Mehr als ein halbes Jahrhundert ist das nun her – mittlerweile ist der Range Rover auf seiner langen Reise in der fünften Generation angekommen und hat einen Reifegrad erreicht, bei dem man sich die Frage stellt, wie es eine sechste oder vielleicht irgendwann siebte Generation noch besser machen will. Der fünfte Range Rover ist der beste Range, den ein Auto nur sein kann. Längst hat sich der zuvor noch vorhandene Respektabstand zum Bentley Bentayga auf ein Minimum reduziert – sofern dieser Abstand überhaupt noch existiert –, und im Grunde genommen kann der neue Range sogar all das, was ein Rolls-Royce Cullinan auch kann. Manches wohl gar besser – zu einem deutlich geringeren Preis. Kostet der Range in seiner Top-Version aktuell „nur“ rund 206.000 Euro (das ist beinahe Bentayga-Niveau), ist der Rolls Royce mit rund 415.000 Euro beinahe doppelt so teuer.

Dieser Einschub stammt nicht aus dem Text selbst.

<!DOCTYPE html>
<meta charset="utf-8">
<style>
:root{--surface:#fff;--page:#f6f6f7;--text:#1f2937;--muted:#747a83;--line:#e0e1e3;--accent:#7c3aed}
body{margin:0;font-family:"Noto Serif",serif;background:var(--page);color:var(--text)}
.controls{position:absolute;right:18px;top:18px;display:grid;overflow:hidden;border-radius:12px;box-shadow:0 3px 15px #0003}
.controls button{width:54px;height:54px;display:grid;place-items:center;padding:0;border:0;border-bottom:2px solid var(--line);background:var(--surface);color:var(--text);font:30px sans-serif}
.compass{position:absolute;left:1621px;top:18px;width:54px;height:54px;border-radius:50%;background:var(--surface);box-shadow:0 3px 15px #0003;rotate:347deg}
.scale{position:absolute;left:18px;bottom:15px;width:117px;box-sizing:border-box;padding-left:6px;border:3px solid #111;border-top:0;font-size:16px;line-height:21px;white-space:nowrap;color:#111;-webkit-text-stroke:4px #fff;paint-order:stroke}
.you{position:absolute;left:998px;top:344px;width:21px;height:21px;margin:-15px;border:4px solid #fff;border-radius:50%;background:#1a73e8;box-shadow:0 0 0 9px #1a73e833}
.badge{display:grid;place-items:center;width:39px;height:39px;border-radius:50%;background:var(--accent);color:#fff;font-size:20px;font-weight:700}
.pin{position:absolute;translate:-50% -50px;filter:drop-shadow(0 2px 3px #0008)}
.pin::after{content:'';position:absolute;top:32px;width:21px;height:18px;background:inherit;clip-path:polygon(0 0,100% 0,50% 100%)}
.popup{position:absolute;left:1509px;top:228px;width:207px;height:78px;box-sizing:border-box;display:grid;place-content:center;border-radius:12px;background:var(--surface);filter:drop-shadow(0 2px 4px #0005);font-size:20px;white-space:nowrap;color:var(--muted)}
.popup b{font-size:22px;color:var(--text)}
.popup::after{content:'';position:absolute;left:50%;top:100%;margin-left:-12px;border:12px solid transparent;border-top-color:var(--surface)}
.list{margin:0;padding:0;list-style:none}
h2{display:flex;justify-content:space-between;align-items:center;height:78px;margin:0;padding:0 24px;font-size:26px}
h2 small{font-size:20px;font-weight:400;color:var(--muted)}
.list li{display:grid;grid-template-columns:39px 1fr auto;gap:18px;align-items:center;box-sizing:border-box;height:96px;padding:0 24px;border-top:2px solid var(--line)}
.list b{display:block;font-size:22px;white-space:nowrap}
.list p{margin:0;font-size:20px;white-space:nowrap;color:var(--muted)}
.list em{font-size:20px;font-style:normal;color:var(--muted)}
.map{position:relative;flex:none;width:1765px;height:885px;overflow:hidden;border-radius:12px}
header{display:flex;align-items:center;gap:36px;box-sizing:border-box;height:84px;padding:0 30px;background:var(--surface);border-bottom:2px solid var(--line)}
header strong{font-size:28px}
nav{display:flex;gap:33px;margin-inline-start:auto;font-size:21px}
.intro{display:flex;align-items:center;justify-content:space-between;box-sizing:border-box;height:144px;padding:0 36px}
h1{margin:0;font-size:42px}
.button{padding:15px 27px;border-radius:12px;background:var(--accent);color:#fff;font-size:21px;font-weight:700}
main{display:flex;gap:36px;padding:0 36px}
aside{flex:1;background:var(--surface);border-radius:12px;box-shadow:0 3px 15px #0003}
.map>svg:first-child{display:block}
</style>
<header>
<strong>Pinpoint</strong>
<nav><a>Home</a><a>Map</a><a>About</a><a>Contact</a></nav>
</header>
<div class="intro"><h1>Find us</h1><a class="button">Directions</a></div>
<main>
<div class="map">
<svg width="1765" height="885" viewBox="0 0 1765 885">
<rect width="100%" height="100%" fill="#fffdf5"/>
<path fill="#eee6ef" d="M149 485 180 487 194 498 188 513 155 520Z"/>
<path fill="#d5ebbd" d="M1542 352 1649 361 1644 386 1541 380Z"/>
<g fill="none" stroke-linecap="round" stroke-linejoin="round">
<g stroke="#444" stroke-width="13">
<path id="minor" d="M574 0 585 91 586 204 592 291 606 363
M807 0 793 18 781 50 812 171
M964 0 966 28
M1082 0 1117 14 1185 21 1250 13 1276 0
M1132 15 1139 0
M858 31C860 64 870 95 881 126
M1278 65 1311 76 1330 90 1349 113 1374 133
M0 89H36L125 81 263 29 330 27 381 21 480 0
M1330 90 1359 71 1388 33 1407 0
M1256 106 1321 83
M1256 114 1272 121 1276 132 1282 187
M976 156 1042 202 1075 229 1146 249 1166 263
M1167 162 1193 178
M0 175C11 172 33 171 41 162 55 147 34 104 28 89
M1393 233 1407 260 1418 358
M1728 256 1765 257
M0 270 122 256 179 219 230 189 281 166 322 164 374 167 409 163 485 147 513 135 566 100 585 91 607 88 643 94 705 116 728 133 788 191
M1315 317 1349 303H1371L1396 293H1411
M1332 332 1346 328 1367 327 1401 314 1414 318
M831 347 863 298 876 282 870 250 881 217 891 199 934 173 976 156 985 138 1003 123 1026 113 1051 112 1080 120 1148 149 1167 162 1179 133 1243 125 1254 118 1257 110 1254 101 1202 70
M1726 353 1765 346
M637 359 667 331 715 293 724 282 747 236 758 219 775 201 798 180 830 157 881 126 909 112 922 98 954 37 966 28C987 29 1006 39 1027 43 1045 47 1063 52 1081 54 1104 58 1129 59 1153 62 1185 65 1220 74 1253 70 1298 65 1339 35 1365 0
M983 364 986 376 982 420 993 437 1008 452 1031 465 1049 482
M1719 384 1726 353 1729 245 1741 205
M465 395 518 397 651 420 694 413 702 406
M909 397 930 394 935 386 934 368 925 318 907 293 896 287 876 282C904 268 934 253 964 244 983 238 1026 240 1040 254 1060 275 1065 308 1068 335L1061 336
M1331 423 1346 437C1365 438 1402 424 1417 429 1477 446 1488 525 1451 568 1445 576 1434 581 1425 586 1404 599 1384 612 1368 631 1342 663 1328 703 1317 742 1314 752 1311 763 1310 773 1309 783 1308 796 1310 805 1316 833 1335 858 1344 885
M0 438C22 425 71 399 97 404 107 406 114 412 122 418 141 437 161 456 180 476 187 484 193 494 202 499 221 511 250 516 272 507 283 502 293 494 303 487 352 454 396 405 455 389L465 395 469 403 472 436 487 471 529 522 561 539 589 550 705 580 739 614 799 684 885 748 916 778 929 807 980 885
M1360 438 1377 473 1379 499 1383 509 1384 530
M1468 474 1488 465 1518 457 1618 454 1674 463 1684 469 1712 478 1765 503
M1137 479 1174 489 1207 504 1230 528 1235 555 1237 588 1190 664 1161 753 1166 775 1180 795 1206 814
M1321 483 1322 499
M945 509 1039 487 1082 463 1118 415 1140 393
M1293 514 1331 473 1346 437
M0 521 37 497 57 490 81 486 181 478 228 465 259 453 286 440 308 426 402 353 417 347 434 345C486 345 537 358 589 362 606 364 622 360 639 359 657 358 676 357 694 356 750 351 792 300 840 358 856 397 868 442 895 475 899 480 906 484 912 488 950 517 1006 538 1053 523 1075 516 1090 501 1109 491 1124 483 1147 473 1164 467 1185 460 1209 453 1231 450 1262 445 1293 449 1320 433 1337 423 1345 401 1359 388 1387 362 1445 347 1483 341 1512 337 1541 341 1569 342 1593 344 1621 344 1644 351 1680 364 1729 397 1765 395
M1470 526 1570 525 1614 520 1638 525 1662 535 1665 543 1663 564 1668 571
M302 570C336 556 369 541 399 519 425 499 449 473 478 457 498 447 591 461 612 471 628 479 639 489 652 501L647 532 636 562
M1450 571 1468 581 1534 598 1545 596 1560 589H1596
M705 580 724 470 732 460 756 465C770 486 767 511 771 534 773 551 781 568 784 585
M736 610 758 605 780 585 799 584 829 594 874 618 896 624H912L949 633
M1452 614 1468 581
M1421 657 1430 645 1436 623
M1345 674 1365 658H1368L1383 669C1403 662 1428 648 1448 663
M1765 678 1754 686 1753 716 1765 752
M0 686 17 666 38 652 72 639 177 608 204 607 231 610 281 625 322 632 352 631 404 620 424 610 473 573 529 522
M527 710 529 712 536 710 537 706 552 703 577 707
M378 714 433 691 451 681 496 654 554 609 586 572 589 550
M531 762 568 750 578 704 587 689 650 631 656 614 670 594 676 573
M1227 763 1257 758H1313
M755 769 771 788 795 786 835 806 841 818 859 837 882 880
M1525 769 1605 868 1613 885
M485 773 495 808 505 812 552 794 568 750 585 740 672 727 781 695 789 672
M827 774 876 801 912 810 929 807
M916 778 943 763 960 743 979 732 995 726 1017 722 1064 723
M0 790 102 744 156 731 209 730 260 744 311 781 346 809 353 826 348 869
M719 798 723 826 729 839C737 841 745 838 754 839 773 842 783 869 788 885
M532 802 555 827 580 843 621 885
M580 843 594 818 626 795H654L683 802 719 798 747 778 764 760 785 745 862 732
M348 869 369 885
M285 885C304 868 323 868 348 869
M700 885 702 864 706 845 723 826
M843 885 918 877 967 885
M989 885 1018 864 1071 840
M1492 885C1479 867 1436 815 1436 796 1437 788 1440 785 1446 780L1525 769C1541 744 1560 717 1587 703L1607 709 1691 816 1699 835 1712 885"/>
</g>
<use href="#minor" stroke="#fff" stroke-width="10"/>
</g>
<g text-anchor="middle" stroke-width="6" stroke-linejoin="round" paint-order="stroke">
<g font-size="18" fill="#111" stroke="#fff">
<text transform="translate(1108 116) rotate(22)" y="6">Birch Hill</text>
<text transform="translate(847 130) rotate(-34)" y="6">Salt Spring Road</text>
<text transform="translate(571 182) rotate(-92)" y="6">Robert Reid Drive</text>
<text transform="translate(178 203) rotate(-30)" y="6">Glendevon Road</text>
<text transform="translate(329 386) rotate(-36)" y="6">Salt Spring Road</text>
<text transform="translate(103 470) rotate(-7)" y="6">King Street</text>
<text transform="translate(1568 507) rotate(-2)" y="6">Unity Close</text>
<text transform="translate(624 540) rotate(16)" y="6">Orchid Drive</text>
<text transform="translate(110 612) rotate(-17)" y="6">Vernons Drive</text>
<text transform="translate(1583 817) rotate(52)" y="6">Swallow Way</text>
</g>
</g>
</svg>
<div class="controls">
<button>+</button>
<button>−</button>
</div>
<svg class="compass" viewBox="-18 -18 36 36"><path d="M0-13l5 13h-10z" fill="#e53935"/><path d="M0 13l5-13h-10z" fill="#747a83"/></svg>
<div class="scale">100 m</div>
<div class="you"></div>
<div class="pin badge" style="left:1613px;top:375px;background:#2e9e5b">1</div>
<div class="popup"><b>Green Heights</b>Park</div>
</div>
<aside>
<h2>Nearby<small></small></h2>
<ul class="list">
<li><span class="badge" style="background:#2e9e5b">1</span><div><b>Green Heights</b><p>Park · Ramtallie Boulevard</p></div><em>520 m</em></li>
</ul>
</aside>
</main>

Bewundernswert ist vor allem, dass sich im Range Rover 2022 immer noch das gleichnamige Fahrzeug von 1970 erkennen lässt. Ein Range Rover war schon immer eine unverwechselbare Erscheinung, und das gilt ebenso für Nummer fünf. Er wirkt wie aus einem einzigen großen Block gefräst und lässt in seiner Klarheit durchaus an typisch skandinavisches Design denken. Kurzum: Der Range 2022 ist das beste Beispiel dafür, wie man das Wesen einer Ikone bewahrt, diese Ikone aber gleichzeitig für den herrschenden Zeitgeist fit macht. Allenfalls noch dem Mini, eine weitere britischen Ikone, ist es gelungen, die eigene Formensprache über mehr als ein Jahrhundert als unverwechselbar zu wahren.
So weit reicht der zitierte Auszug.